# Persian Fake News Detection with Deep Learning
### Author and Developer: 👩🏻‍💻 Shahrzad Bahmanyar
#### 📅 February 2024

## Import Libraries

In [None]:
import tensorflow as tf
from tensorflow.keras.layers import Input, Dense, Dropout, BatchNormalization, Concatenate
from tensorflow.keras.losses import SparseCategoricalCrossentropy
from tensorflow.keras.callbacks import ReduceLROnPlateau
from transformers import TFBertModel
import transformers
from PersianFakeNews import PersianFakeNewsUtility
from PersianFakeNewsConfig import PersianFakeNewsDetectionConfig
from keras.utils import plot_model

#### Utility and Configuration Setup

In [None]:
Setting = {
    "Title": "Persian Fake News Detection",
    "TaskName": "PersianFakeNewsDetection",
    "Model": "Transformer",
    "Number": 8,
    "EmbeddingModel": "ParsBert",
    "EmbeddingModel_Freeze": False,
    "Epochs": 500,
    "BatchSize": 8,
    "Labels": ["offensive", "sentiment", "topic_assignment", "FAKE_label"]
}

#### Utility and Configuration Setup

In [None]:
utility = PersianFakeNewsUtility(Setting)
modelConfig = PersianFakeNewsDetectionConfig(Setting["EmbeddingModel"])
 
labels = Setting["Labels"]
batch_size = Setting["BatchSize"]

#### System Summary

In [None]:
utility.get_summary_system()

#### Load Datasets

In [None]:
train_dataset = utility.get_dataset("Train", labels, batch_size)
dev_dataset = utility.get_dataset("Dev", labels, batch_size)

#### Load Embedding Model

In [None]:
bert_model = TFBertModel.from_pretrained(modelConfig.ModelName, trainable=False)
input_ids = Input(shape=(280,), dtype=tf.int32, name='input_ids')
attention_masks = Input(shape=(280,), dtype=tf.int32, name='attention_masks')
embedding_layer = bert_model(input_ids, attention_mask=attention_masks)[1]

## Architecture Model
### Auxiliary model (topic modeling) to improve the performance of the main model (fake news detection)

In [None]:
x1 = Dense(280)(embedding_layer)
x1 = BatchNormalization()(x1)
x1 = tf.keras.activations.relu(x1)
x1 = Dropout(0.2)(x1)
x1 = Dense(64)(x1)
x1 = BatchNormalization()(x1)
x1 = tf.keras.activations.relu(x1)
x1 = Dropout(0.2)(x1)
out_offensive = Dense(2, activation='softmax', name=labels[0])(x1)

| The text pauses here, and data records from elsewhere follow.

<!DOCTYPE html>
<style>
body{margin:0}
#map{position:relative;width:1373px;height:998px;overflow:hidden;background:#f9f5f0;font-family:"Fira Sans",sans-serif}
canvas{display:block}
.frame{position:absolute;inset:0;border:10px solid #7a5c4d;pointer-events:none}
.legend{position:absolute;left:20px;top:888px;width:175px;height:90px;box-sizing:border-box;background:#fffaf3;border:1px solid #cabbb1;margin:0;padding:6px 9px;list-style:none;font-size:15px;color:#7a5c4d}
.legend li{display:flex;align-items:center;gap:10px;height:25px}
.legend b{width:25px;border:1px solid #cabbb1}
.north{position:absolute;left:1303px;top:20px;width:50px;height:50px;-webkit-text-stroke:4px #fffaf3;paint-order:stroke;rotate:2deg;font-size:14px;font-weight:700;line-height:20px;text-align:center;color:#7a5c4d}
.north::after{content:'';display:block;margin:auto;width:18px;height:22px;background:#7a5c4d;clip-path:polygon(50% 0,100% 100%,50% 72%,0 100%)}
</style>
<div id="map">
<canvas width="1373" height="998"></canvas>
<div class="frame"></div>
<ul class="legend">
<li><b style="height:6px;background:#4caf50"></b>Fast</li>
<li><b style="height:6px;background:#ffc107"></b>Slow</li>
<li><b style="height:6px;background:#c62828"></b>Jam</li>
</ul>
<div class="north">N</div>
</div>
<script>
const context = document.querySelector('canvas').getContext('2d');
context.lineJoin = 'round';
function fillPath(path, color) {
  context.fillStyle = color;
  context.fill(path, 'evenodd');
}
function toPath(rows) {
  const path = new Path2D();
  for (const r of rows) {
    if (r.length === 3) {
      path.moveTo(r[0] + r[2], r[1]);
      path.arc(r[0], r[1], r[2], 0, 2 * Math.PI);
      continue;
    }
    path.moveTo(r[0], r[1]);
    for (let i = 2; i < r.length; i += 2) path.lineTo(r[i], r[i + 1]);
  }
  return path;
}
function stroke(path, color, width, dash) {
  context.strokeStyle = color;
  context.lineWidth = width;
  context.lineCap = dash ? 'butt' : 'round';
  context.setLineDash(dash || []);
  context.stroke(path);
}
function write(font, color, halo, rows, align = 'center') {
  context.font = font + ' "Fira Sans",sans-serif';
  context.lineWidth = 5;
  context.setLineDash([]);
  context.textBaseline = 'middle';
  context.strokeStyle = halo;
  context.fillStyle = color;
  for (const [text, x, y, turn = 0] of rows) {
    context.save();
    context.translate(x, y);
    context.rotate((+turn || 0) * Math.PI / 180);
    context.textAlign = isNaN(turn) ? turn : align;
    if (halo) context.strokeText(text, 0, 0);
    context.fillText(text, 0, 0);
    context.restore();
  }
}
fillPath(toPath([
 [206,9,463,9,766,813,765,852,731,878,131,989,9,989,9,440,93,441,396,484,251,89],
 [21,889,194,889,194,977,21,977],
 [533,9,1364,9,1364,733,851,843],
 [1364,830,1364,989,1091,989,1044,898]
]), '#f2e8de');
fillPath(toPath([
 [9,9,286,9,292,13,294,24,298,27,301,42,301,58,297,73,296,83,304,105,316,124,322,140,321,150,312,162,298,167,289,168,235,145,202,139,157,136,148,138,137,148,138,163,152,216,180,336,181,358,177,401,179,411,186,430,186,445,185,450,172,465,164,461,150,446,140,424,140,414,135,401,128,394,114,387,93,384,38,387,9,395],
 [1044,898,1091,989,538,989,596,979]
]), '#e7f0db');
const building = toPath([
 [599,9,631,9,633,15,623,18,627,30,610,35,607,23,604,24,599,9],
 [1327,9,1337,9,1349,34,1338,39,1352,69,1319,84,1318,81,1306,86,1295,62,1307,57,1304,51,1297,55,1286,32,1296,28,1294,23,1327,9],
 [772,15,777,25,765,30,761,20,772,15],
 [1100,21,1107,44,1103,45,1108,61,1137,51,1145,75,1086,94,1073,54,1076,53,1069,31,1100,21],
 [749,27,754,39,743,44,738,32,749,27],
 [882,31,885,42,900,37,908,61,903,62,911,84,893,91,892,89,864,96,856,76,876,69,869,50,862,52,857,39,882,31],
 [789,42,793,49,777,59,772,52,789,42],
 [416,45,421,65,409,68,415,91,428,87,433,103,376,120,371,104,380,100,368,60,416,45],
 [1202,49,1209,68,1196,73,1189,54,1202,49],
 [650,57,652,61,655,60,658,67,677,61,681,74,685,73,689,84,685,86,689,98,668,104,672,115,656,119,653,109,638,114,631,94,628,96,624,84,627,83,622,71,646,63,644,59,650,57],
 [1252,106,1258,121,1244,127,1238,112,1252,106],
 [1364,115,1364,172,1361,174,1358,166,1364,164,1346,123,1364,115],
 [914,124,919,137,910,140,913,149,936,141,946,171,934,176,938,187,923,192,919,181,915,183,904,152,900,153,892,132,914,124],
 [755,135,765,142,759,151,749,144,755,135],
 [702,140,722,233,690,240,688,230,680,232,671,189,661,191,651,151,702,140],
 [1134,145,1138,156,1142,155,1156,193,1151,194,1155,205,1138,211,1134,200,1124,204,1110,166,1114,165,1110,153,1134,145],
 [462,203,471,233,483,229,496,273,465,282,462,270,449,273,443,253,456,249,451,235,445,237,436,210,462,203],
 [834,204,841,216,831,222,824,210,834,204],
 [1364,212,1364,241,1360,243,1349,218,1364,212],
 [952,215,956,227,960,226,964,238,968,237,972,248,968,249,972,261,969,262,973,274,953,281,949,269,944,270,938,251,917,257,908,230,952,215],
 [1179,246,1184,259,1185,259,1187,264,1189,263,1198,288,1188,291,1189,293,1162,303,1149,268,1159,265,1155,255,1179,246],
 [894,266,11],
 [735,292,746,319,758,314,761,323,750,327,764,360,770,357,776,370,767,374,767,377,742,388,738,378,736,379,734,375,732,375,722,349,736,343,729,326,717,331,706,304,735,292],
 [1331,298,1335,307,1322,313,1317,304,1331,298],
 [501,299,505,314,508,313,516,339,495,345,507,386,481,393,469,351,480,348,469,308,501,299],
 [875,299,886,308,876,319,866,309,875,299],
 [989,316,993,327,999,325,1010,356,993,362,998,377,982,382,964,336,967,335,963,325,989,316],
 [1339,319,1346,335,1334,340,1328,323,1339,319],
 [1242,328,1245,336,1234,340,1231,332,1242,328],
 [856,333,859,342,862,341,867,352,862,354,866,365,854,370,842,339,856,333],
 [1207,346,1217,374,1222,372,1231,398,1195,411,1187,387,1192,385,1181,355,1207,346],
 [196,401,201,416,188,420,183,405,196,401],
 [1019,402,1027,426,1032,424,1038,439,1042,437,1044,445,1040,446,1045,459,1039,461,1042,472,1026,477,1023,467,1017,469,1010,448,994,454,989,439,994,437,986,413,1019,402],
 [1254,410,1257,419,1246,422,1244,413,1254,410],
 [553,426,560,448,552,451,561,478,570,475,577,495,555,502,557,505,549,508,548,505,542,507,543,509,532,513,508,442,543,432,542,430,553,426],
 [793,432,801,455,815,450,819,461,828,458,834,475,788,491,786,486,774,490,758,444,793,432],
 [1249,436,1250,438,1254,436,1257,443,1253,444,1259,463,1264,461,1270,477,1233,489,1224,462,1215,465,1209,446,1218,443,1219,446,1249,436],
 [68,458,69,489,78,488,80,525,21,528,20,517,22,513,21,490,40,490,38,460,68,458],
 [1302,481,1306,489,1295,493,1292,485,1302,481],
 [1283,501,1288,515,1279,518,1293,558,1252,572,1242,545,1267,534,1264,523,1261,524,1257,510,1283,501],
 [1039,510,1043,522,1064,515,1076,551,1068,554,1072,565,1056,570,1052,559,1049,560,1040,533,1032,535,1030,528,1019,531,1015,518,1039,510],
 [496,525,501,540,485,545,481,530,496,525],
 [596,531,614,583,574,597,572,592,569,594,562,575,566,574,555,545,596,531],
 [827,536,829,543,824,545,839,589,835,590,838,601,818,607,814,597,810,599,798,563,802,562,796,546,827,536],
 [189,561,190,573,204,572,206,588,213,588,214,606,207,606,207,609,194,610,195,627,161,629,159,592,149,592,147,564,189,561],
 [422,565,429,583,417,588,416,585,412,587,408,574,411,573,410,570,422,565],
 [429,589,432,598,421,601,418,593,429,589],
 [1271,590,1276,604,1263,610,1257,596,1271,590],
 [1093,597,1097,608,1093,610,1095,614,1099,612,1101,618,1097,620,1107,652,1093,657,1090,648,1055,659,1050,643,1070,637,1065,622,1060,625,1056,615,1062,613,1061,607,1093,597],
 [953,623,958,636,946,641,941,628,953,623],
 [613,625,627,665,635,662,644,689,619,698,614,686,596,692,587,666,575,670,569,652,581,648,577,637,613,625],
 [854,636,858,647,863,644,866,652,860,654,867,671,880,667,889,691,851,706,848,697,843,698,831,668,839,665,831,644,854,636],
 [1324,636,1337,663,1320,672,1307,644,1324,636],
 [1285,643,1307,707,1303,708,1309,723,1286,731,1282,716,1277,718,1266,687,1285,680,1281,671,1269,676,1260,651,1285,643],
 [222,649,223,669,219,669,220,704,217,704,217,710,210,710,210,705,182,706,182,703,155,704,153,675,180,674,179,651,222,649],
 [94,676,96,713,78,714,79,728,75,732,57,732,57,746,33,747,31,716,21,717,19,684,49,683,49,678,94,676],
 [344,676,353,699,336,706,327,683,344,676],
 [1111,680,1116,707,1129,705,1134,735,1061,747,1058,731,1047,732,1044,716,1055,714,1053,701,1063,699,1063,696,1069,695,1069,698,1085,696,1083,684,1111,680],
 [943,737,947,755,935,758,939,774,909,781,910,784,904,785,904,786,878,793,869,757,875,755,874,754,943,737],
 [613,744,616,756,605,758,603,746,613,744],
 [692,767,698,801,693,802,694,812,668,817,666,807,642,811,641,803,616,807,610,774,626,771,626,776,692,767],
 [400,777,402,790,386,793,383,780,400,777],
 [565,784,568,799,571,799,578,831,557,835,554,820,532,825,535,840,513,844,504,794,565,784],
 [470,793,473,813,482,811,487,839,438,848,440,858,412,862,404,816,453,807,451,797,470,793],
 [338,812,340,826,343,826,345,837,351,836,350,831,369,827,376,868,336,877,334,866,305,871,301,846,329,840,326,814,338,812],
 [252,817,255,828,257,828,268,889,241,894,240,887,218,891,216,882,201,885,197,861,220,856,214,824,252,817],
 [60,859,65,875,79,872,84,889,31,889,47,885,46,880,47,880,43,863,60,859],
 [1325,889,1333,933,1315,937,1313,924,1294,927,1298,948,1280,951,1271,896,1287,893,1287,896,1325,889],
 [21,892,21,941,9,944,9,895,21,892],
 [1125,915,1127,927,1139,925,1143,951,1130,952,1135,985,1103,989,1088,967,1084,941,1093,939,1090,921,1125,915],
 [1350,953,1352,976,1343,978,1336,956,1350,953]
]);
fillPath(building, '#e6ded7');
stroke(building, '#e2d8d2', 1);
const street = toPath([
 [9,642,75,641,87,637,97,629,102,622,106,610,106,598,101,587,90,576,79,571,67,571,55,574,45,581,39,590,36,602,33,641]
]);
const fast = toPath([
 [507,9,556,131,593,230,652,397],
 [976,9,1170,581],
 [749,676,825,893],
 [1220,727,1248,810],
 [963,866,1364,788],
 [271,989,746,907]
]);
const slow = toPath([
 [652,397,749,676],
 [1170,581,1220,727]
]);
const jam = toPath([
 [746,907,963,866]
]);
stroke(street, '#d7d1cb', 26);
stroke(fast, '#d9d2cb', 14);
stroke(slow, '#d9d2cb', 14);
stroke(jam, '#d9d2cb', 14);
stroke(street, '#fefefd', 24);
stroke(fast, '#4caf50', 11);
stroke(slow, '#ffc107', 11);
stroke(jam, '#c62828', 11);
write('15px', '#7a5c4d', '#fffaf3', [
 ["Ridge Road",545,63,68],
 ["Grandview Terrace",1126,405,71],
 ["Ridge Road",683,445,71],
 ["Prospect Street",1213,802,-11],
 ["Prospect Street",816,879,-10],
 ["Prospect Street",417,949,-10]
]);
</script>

x2 = Dense(280)(embedding_layer)
x2 = BatchNormalization()(x2)
x2 = tf.keras.activations.relu(x2)
x2 = Dropout(0.2)(x2)
x2 = Dense(64)(x2)
x2 = BatchNormalization()(x2)
x2 = tf.keras.activations.relu(x2)
x2 = Dropout(0.2)(x2)
out_sentiment = Dense(3, activation='softmax', name=labels[1])(x2)

x3 = Dense(280)(embedding_layer)
x3 = BatchNormalization()(x3)
x3 = tf.keras.activations.relu(x3)
x3 = Dropout(0.2)(x3)
x3 = Dense(64)(x3)
x3 = BatchNormalization()(x3)
x3 = tf.keras.activations.relu(x3)
x3 = Dropout(0.2)(x3)
out_topic = Dense(10, activation='softmax', name=labels[2])(x3)

### Fake news Detection

In [None]:
x = Dense(280)(embedding_layer)
x = BatchNormalization()(x)
x = tf.keras.activations.relu(x)
x = Dropout(0.2)(x)
x = Concatenate()([x1, x2, x3, x])
x = Dense(472)(x)
x = BatchNormalization()(x)
x = tf.keras.activations.relu(x)
x = Dense(64)(x)
x = BatchNormalization()(x)
x = tf.keras.activations.relu(x)
x = Dropout(0.2)(x)
out_fake = Dense(2, activation='softmax', name = labels[3])(x)

In [None]:
_model_name = f"{Setting['Number']}_{Setting['TaskName']}_{Setting['Model']}_{Setting['EmbeddingModel']}_Epochs{Setting['Epochs']}_Batchs{Setting['BatchSize']}"
model = tf.keras.models.Model(inputs=[input_ids, attention_masks], outputs=[out_offensive, out_sentiment, out_topic, out_fake], name=_model_name)

losses = {
    labels[0]: SparseCategoricalCrossentropy(),
    labels[1]: SparseCategoricalCrossentropy(),
    labels[2]: SparseCategoricalCrossentropy(),
    labels[3]: SparseCategoricalCrossentropy(),
}

#### Summary

In [None]:
reduce_lr = ReduceLROnPlateau(monitor='val_loss', factor=0.2, patience=5, min_lr=0.001)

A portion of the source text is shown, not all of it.